Dec 28th 2012 | Anthony Carew
The Hobbit vs Les Mis. One brings to mind Jar Jar Binks, the other a traumatic Bjork performance.

In Peter Jackson's three-film, '00s-spanning The Lord Of The Rings trilogy, the seemingly-unending swords-and-CGI saga was strung along by its central thematic cliff-hanger: would twinky, bluey-eyed, chubby-chasin' top Frodo Baggins (Elijah Wood, child-star turned screen creep) and his portly, rosy-cheeked, eternally-lovin' bottom 'Your' Sam (Sean Astin, fatkid Goonie all grownz up) finally consummate their burnin' love and just make-out before all 10 hours are up? It provided a sustained sense of sexy, sexy sexual tension to string along three ungodly-long pictures that featured swordfights, New Zealand-tourism copter-shots, swordfights, pan-pipes, and also swordfights. Theoretically, what 'hung in the balance' was the fate of Middle Earth; people out there supposedly sitting in thrall to discover whether good would triumph over evil (spoiler alert: it would). But, really, cinemas were actually filled with people just waiting for our central couple to just like fuck already. It was rather like Moonlighting, but with Hobbits, and no women in it, and plentiful propaganda for the military-industrial complex and the war on terror. It was also the most overrated film institution in a quarter-century; receiving praise beyond its narrative station unseen since George Lucas and his silly tales of space apes and teddy bears sold infinite toys (or, y'know, collectibles, if that's really how you really want to really live your life) in spates of Star Wars. The acme model for the modern trilogy, Star Wars was an obvious antecedent to The Lord Of The Rings. And, now, it's grown even more obvious, in the kind of depressing fashion all-too-familiar for those whom the spectre of Jar-Jar Binks is the stuff of post-traumatic stress disorder.

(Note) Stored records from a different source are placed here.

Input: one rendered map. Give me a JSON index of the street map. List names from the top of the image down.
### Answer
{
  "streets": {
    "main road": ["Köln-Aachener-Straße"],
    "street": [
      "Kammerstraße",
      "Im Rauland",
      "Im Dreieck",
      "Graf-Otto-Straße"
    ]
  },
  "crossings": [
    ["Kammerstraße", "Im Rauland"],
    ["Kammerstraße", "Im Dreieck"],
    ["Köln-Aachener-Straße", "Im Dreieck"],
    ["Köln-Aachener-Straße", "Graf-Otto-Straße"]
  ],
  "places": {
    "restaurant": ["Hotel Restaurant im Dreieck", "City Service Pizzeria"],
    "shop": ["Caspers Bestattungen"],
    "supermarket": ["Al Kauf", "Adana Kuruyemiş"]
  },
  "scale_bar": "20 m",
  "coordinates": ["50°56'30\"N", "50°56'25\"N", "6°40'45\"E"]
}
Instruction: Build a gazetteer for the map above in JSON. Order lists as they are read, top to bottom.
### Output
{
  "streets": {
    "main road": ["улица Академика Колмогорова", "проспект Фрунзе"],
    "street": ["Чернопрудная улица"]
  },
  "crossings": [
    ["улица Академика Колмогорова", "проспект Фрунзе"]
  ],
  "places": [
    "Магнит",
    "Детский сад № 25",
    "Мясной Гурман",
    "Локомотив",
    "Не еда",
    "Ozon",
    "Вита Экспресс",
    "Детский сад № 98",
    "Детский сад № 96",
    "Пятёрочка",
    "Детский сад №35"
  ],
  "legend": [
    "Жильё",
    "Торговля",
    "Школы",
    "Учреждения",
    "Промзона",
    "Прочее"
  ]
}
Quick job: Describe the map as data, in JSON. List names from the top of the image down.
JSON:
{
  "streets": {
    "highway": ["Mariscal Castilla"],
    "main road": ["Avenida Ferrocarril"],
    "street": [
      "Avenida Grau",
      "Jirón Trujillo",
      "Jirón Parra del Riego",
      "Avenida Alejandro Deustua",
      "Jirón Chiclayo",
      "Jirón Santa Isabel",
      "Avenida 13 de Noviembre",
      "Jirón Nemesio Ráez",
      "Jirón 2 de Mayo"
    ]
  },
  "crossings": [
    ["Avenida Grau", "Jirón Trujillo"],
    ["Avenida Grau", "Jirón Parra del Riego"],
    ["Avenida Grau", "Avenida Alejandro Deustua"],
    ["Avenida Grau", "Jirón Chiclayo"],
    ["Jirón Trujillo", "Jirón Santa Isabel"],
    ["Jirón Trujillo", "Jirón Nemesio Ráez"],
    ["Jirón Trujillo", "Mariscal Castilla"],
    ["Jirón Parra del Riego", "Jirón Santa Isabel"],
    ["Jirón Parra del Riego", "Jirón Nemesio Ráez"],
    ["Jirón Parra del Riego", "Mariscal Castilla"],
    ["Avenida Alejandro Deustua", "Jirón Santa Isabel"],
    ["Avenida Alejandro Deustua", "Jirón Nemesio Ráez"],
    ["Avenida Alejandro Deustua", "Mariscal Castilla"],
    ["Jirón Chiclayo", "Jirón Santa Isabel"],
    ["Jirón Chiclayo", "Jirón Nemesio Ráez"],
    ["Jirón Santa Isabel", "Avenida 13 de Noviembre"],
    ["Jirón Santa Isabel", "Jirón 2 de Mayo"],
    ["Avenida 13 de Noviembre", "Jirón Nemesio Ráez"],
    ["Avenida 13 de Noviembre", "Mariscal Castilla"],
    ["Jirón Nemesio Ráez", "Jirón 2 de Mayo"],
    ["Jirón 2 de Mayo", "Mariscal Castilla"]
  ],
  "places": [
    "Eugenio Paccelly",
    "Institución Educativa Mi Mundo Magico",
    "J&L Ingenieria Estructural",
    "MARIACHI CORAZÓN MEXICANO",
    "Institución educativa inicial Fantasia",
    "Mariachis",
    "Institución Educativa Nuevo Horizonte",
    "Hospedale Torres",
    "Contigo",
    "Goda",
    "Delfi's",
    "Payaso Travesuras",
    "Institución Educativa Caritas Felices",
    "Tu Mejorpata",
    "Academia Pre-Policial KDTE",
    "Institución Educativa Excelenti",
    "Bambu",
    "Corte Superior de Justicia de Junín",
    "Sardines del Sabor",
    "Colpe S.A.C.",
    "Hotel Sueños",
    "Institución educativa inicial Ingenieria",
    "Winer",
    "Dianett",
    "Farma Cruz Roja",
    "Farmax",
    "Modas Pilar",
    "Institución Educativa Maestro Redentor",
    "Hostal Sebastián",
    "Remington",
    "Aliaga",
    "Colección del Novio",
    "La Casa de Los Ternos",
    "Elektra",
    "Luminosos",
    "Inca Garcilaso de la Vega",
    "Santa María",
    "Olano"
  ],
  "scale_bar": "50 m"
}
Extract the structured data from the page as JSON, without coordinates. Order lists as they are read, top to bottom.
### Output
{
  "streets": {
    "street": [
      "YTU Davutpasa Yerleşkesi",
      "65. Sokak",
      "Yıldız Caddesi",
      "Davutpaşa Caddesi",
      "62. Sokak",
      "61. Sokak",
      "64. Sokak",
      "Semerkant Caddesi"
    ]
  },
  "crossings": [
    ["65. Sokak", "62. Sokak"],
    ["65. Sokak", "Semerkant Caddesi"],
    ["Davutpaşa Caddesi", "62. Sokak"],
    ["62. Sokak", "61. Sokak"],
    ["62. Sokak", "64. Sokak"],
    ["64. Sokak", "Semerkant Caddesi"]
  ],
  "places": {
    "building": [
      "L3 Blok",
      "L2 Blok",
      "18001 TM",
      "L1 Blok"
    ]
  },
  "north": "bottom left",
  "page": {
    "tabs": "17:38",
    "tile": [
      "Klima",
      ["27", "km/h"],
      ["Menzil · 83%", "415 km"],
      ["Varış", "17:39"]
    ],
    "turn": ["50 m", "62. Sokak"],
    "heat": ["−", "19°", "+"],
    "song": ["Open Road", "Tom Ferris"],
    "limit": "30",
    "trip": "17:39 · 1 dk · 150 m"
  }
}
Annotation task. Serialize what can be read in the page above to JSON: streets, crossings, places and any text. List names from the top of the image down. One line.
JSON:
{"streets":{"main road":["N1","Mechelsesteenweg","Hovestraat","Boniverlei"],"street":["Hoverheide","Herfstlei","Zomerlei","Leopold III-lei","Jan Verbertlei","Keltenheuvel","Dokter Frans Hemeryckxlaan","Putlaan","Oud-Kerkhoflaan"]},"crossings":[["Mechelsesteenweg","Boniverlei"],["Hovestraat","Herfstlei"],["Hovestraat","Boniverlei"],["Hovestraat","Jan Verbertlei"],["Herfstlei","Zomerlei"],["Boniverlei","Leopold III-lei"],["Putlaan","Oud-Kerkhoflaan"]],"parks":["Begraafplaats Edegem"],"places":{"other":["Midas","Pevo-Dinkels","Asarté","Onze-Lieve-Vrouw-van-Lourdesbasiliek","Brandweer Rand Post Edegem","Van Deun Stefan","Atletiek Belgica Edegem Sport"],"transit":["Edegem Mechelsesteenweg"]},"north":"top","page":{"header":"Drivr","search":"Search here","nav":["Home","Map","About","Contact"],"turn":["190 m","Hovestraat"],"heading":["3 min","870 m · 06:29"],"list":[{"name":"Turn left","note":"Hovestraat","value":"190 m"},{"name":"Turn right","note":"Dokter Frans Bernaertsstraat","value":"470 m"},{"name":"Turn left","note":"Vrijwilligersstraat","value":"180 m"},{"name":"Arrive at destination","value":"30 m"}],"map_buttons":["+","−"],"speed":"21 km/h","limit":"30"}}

Stop me if you've heard this before: chunky, bearded, effects-loving filmmaker makes trilogy that earns shit-tons of cash, credibility, and a cult following that borders on minor religion. In the wake of such success, inspiration dwindles and, well, the film-biz sharks do make a convincing point when they lay out all those spreadsheets... And, so, once-beloved director-that-taught-a-million-children-to-dream goes back to the old saga, and starts work on a trilogy of prequels. Pants are peed in delight, future earnings are projected, and another whole decade is set aside for a run of these popcorn sagas. Only, in the lead-up to the first prequel, the chunky, bearded, effects-loving filmmaker spends all his time talking about technology, technology, technology; the media narrative —the story in the absence of any— becomes not just about how much fucking money this whole thing cost and will make, but about specific technical nerdery. And then, finally, the film arrives; the long-heralded day here; this a cinematic event akin to revealing another testament to the bible. And the film fucking sucks.

Whether you've suffered through 10 interminable hours of this Hobbit racket already, whether The Phantom Menace destroyed all of your cherished childhood memories and proved a sad symbol of the passage of time, whether you speak Elvish or Klingon or LOLcats, whether you're an angry film-critic who resents having to watching countless iterations of the same tedious adventure or a young dreamer ready to escape into a magical cinematic fantasy world, the end result is the same: The Hobbit: An Unexpected Journey is unspeakably dull. Like the other tedious saga, it begins with a premise that is dramatically inert: sending a merry band of adventurous caricatures into a boy's-own fantasy world free from females but filled with phallic objects, on a quest that has a 100% chance of succeeding. In one of the film's most busy CGI work-pieces, the fraternal fellowship of Hobbit, Wizard, and dozen dwarves fights their way out from the inside of a Goblin kingdom, which feels a lot like the rave-caves of The Matrix, only with less dreadful industrial music and dreadlocks; or, maybe, more like a more-dystopian Fraggle Rock. Casually slaying marauding hordes of endless monsters as they beta-test the forthcoming arcade-game by running along a series of rope-bridge platforms, en route to escape, it's a sequence in which cinematic sound and fury signify a dramatic nothing. It has all the gravity, heft, and suspense of a Saturday morning cartoon, one of those '80s toy tie-ins that took place in some eternal Groundhog Day, and went the same every episode. Though the tale-of-the-tape for the battlin' battalions would total, roughly, 14 vs 10,000, there's not a doubt, not for a single second, that this will be anything but a jolly old cake walk for these hardy boys and their morally-righteous mettle. When Gandalf goes through tallying heads after their 'miraculous' by-the-skin-of-their-teeth escape, he sounds rather like a headmaster counting schoolkids back on the bus after an excursion —where the Dickens is Baggins?— and not like someone who just stared near-death in the face and somehow —along with every member of his travelling troop— lived to speak of it.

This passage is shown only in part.